■ **Task to complete**
Give back each line of the material that contains the word "breaks".

■ **Task material**

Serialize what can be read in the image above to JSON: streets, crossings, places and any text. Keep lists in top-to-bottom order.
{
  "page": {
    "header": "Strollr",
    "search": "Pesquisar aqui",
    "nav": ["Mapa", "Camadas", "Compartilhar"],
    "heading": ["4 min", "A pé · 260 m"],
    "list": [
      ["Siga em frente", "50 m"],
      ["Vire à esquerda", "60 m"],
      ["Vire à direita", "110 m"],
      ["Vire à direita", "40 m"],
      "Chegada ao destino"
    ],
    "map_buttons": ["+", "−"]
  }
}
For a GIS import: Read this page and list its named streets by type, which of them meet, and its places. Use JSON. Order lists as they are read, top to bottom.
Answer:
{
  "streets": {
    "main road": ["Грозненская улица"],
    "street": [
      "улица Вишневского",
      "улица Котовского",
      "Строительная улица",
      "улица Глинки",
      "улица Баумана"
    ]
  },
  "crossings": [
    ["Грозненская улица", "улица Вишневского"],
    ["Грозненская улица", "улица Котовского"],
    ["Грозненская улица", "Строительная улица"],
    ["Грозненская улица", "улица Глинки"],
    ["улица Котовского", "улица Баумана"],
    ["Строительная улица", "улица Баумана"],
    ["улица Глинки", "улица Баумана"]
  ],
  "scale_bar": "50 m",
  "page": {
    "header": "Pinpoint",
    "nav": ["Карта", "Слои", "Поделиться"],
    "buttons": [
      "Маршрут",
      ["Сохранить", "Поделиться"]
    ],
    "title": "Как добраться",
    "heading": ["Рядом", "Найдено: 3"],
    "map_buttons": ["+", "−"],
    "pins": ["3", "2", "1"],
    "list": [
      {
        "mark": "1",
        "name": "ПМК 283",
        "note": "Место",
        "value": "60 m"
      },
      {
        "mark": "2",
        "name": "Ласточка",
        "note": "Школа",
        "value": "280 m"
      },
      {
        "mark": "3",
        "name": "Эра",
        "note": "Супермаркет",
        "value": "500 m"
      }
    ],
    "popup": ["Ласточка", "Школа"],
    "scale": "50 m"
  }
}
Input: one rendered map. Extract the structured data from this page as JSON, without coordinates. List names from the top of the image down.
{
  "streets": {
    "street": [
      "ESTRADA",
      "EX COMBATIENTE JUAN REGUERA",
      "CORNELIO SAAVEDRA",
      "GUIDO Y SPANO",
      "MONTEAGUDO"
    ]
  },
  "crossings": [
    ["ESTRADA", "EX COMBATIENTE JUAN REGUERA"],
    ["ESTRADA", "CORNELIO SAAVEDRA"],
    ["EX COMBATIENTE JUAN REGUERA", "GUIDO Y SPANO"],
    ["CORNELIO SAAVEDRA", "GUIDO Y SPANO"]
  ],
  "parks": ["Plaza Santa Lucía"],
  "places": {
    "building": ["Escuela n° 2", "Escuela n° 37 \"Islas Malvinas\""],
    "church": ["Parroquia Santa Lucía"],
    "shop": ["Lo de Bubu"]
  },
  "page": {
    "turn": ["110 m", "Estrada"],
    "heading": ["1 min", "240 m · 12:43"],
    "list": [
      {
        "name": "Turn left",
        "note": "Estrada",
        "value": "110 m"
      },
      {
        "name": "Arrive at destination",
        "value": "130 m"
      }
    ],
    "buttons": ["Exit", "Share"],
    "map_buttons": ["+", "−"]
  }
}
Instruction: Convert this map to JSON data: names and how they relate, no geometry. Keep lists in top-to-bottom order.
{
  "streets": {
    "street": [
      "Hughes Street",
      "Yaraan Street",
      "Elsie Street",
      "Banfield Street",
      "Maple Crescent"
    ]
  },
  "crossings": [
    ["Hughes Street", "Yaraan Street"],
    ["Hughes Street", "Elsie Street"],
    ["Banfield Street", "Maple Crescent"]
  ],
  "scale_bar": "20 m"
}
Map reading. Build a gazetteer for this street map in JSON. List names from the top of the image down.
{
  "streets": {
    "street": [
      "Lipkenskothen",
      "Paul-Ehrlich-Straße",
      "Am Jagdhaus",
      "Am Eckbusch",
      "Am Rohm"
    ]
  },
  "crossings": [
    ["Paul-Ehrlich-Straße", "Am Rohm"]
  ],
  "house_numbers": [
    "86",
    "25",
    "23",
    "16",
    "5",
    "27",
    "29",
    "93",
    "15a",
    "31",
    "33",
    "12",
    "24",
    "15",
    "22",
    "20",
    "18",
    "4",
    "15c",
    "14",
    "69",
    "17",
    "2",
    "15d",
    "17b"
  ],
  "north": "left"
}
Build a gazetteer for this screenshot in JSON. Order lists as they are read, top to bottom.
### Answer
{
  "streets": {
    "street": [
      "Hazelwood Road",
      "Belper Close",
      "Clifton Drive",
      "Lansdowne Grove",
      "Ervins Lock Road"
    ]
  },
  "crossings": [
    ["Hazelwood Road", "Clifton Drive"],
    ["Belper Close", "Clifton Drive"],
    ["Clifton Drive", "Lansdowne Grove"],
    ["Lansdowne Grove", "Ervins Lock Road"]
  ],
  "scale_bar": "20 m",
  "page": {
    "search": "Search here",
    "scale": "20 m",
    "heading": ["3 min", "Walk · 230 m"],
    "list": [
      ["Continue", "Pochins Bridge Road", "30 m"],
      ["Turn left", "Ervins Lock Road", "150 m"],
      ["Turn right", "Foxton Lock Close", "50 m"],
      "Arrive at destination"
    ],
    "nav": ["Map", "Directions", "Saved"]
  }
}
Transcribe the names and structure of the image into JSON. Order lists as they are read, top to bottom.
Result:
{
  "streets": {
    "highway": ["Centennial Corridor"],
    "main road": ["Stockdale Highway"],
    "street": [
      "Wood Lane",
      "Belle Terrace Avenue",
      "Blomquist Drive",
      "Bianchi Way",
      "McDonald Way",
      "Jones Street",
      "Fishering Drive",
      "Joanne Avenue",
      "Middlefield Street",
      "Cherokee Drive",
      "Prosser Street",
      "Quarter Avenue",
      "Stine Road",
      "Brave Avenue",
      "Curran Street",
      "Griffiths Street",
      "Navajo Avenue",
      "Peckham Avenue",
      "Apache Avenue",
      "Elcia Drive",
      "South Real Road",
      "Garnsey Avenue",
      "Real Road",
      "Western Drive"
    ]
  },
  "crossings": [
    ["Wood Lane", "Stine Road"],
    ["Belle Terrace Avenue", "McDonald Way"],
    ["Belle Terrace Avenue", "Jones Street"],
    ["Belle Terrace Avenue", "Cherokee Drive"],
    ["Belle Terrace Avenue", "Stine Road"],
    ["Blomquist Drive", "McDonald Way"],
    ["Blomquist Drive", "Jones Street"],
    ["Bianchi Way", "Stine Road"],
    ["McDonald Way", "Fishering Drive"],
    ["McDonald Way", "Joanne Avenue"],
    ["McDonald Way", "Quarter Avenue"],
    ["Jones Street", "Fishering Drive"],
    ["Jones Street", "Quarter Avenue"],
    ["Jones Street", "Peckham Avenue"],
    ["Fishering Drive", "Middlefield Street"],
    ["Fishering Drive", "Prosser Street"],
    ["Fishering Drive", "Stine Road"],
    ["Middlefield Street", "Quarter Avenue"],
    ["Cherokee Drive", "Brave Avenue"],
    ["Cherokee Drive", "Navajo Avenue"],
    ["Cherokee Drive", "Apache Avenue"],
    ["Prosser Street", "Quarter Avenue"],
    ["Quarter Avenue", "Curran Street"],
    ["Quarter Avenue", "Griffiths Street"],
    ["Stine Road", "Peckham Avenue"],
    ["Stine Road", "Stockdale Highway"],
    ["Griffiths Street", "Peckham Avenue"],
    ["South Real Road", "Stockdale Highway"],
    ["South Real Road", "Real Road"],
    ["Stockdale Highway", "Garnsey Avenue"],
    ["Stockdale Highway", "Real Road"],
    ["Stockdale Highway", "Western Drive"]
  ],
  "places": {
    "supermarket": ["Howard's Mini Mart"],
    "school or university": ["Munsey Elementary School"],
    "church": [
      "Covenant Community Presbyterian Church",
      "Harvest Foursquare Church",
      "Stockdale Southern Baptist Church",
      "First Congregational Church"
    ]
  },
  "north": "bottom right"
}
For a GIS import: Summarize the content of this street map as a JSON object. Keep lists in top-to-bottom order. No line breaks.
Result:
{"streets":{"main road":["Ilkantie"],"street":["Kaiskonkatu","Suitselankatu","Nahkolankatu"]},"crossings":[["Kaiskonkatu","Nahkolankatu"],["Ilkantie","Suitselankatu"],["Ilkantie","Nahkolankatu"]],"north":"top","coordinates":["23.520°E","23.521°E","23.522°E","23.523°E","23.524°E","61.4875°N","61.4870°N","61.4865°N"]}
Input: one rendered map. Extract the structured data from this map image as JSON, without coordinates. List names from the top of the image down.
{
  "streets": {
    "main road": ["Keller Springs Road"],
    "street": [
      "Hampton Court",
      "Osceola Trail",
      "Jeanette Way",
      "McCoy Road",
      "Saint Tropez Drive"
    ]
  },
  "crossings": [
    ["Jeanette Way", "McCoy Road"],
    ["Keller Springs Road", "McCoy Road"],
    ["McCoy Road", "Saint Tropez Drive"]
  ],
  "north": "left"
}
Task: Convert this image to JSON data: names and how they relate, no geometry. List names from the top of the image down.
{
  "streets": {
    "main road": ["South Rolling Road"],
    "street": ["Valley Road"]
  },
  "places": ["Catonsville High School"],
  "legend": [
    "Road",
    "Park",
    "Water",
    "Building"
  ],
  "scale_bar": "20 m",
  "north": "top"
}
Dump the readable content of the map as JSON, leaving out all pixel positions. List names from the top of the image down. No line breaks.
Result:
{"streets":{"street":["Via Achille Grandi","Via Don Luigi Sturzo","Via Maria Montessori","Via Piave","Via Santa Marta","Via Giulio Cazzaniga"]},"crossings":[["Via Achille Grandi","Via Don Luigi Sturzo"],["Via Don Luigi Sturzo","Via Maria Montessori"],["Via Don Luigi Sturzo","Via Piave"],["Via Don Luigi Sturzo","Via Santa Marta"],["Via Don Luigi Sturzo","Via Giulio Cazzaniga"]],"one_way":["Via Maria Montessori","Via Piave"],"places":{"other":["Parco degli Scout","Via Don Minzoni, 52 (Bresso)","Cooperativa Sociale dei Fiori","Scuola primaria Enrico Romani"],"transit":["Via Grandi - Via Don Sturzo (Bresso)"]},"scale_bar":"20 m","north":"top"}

■ **Response to this exercise**
For a GIS import: Summarize the content of this street map as a JSON object. Keep lists in top-to-bottom order. No line breaks.
Dump the readable content of the map as JSON, leaving out all pixel positions. List names from the top of the image down. No line breaks.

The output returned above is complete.